Петер Сафран делал вид, будто не понимает ни тех льстивых фраз, что говорили ему в глаза, ни презрительных насмешек, что раздавались за его спиной.
А про себя он думал: «Если бы эти господа знали, что однажды мне уже довелось есть человечье мясо!»
В конце банкета важные ученые господа перецеловались со славными гостями, и лишь поздняя ночь разлучила друзей. На следующее утро у представителей долины Бонда раскалывалась голова от обильных возлияний, к которым они не привыкли.
А их ожидало еще немало празднеств. Надо было явиться в императорские покои и засвидетельствовать свое почтение высочайшему трону. Перед жалкой сермягой отверзлись даже священные врата.
На следующий день им предстояло увидеть торжественный военный парад. Сколько пушек! Сколько кавалерии! Какой устрашающий лес штыков!
И вот настал еще один день, воскресенье, когда они осматривали храмы. О, что это были за храмы! В таких не решишься прочитать скромную крестьянскую молитву, которой их учили дома. Здесь и приличествующее месту пение, и звуки органа! Да, богат здешний господь бог! Как, должно быть, стыдились крестьяне, что их-то деревенский бог – бедняк бедняком!
После полудня состоялось народное гуляние. Ух ты, вот уж где было на что поглядеть! Диковинные звери, танцоры на проволоке, фокусники, состязание в беге, взлетающие вверх воздушные шары. А потом пиво – сколько душе угодно. Платит господин аббат.
И это еще не все.
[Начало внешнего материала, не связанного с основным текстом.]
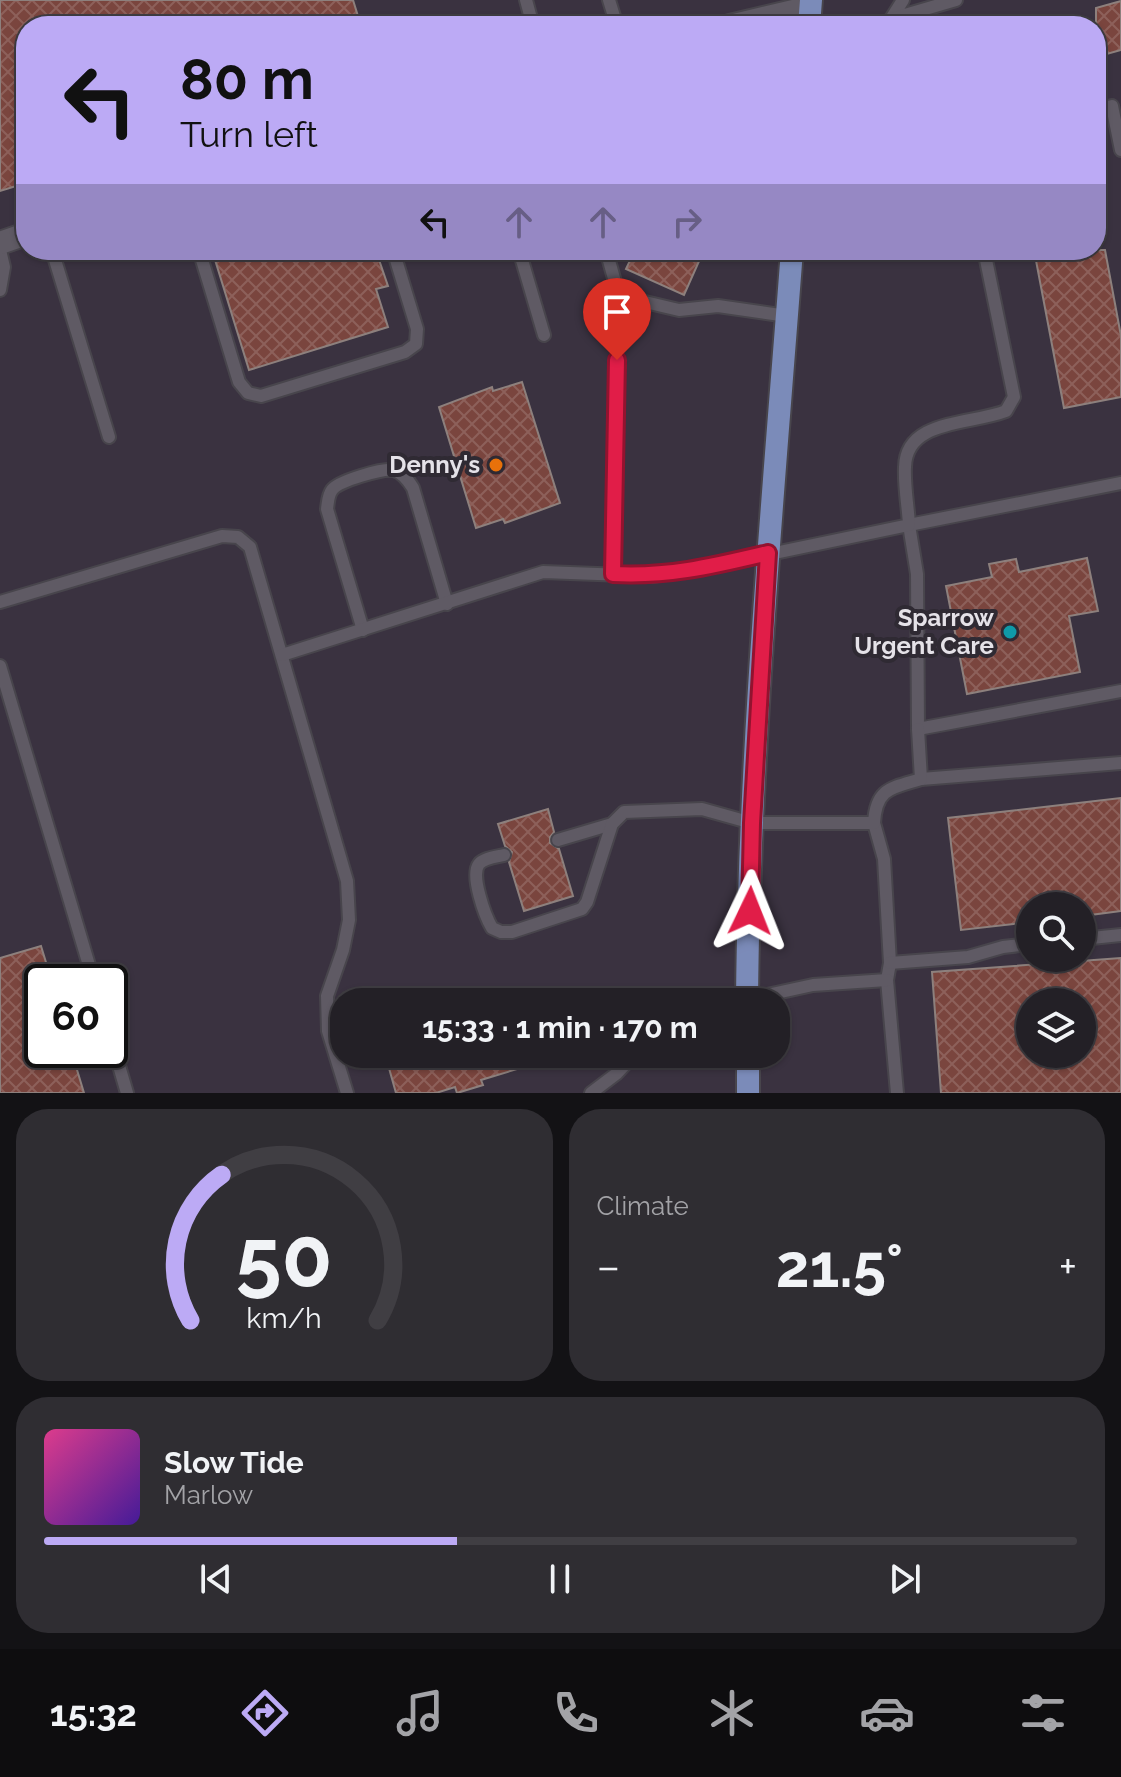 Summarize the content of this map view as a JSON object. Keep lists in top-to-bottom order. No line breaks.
{"places":["Denny's","Sparrow Urgent Care"],"page":{"turn":["80 m","Turn left"],"limit":"60","trip":"15:33 · 1 min · 170 m","tile":"Climate","heat":["−","21.5°","+"],"song":["Slow Tide","Marlow"],"tabs":"15:32","gauge":["50","km/h"]}}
Им предстояло осмотреть все достопримечательности имперской столицы: картинные галереи, собрание редкостей, оружейную, пушечный двор и все сокровищницы, – дабы сермяга получше уразумела, какая роскошь, сила, слава, богатство, величие и власть расшаркиваются сейчас перед их бедностью, убожеством, беззащитностью, приниженностью и невежеством.
А сермяге уже не терпелось попасть обратно домой, посидеть спокойно за привычным столом, у чугунка с вареной картошкой.
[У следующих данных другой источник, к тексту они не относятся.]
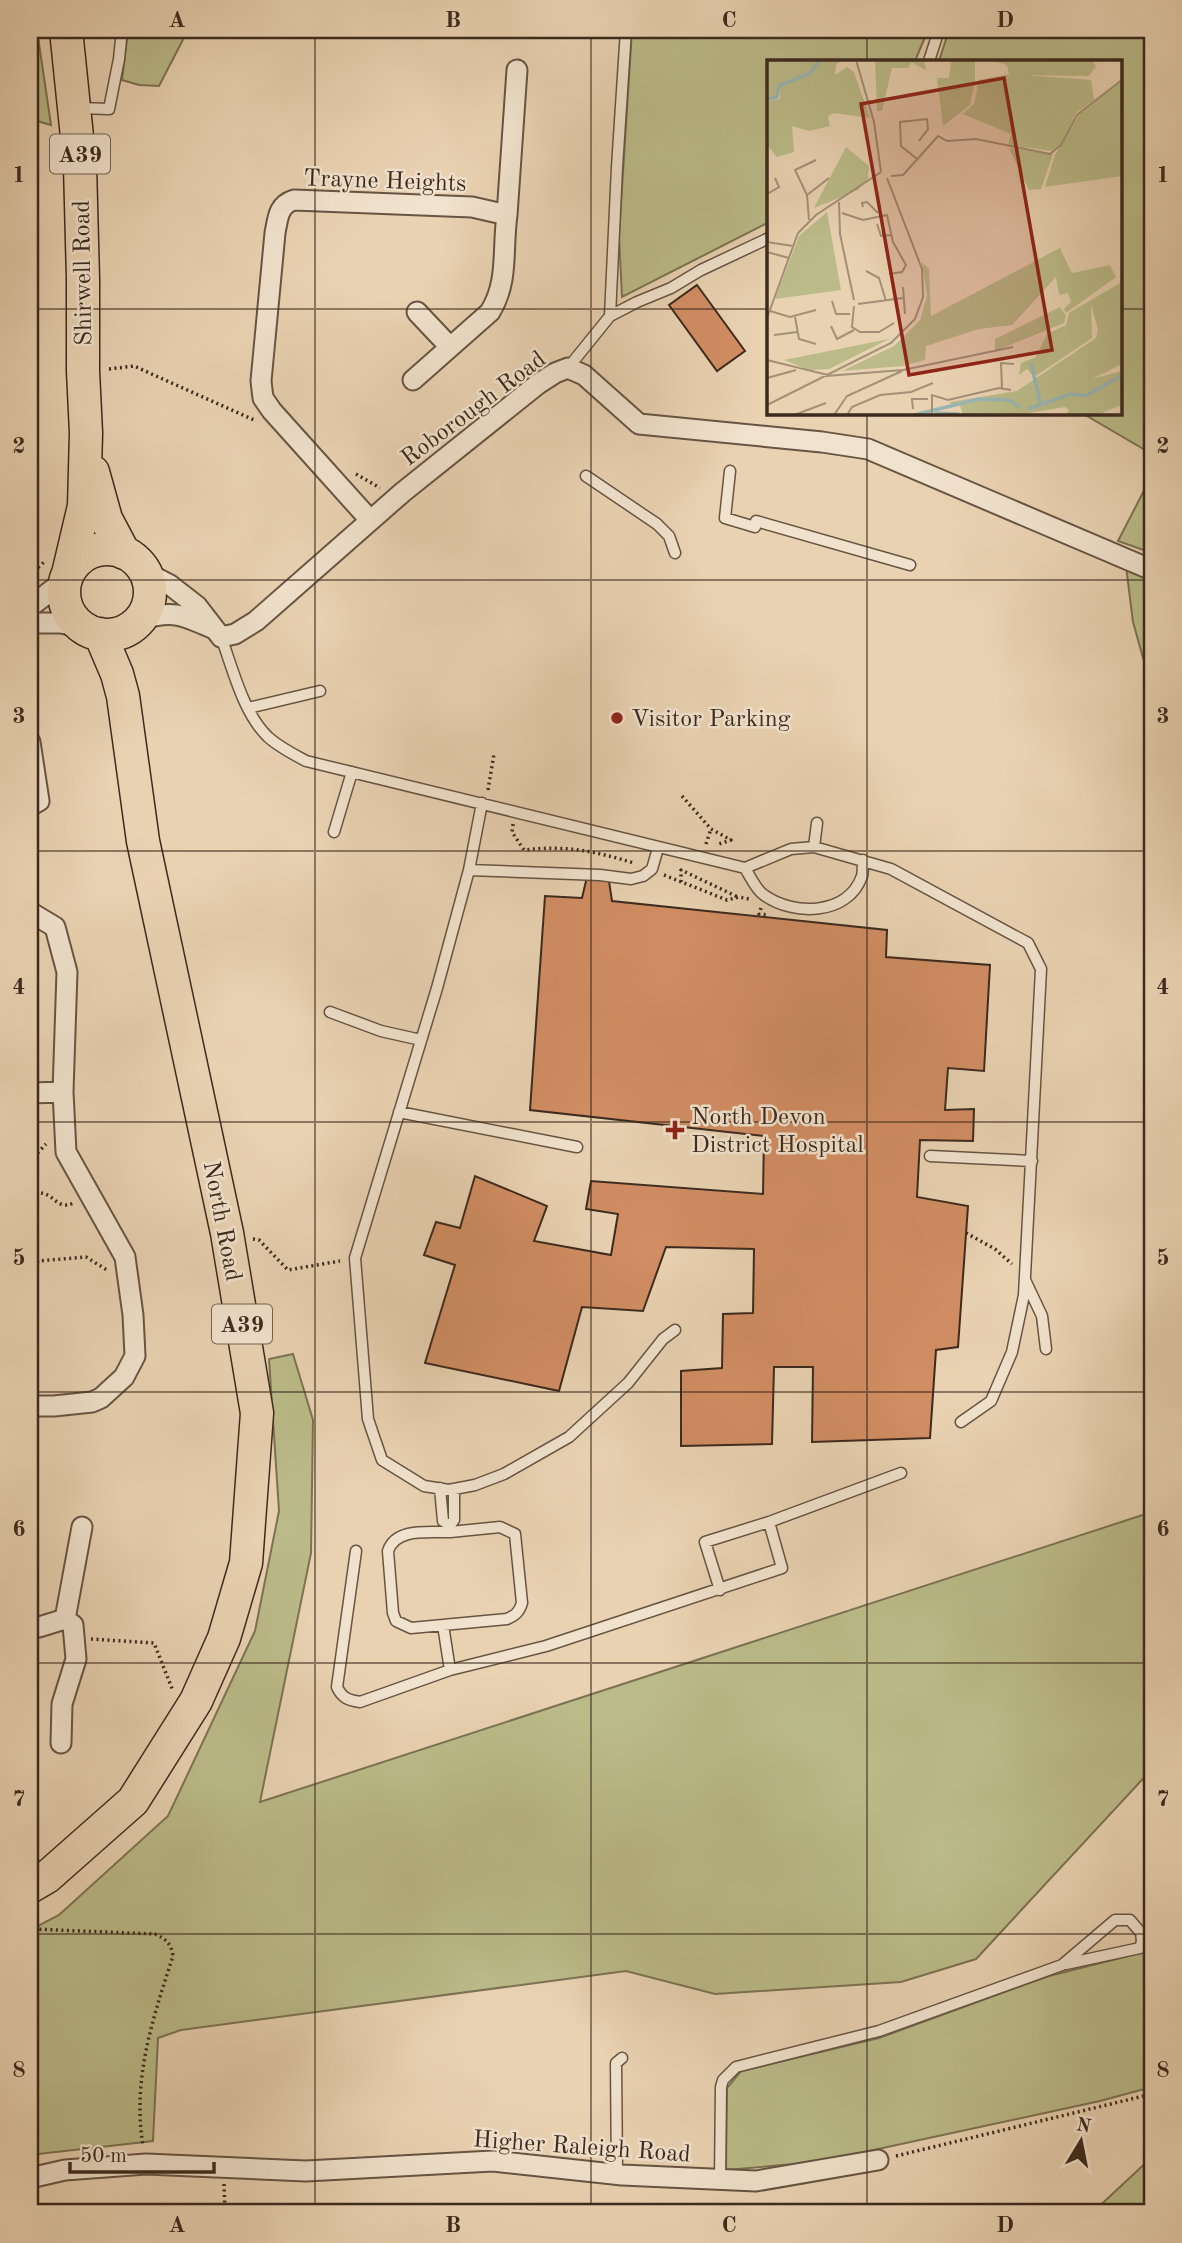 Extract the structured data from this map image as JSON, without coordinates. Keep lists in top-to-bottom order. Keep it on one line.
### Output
{"streets":{"main road":["A39","Shirwell Road","North Road"],"street":["Trayne Heights","Roborough Road","Higher Raleigh Road"]},"crossings":[["Trayne Heights","Roborough Road"],["Shirwell Road","North Road"]],"places":{"other":["Visitor Parking"],"health":["North Devon District Hospital"]},"scale_bar":"50 m","north":"top","grid":{"columns":["A","B","C","D"],"rows":["1","2","3","4","5","6","7","8"]}}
В последний вечер их повели в театр.
Не в театр Бурга {Императорский оперный театр в Вене} – это не для них, а к Трейману {основанный в 1860- 1861 гг. Карлом Трейманом театр в Вене}.
Там как раз давали подходящую для них пьесу, где было на что поглядеть и чему посмеяться.
Пьеса – сплошь пение и танцы да выкрутасы. Но вся соль здесь в том, что заглавную роль в пьесе играла прекрасная Эвелина, мадам Каульман. Узнает ли ее Петер Сафран?
Эвелину пока что нельзя было ангажировать в оперу, потому что там гастролировала итальянская труппа, но когда гастроли закончатся, она, по-видимому, получит ангажемент, в договоре так и указано, что поначалу она попробует себя на какой-нибудь другой сцене, попроще, чтобы избавиться от страха перед публикой.
Вот так и попала она в роли дебютантки на подмостки театра Треймана.
Ее природное обаяние покорило публику, и уже тогда о ней заговорили, как о редкостном таланте, а что касается золотой молодежи, та просто сходила от нее с ума.
Пьеса, которую в тот вечер давали в честь сермяги, оказалась одной из самых фривольных оперетт Оффенбаха, где артистки на сцене мало что держат в секрете от зрителей.
Публика восхищалась, была вне себя от восторга.
Но сермяга не веселилась.
Не по душе ей пришлось бесконечное пиликанье да треньканье, и балет, и нимфы в прозрачных одеждах, и фривольные жесты, завлекательные улыбки, смелые канканы да коротенькие юбчонки.
Дочка бедняка тоже подтыкает подол, когда работает или когда полощет белье на речке; но ведь тогда она занята делом, и никто не обращает на нее внимания, не подсматривает за ней.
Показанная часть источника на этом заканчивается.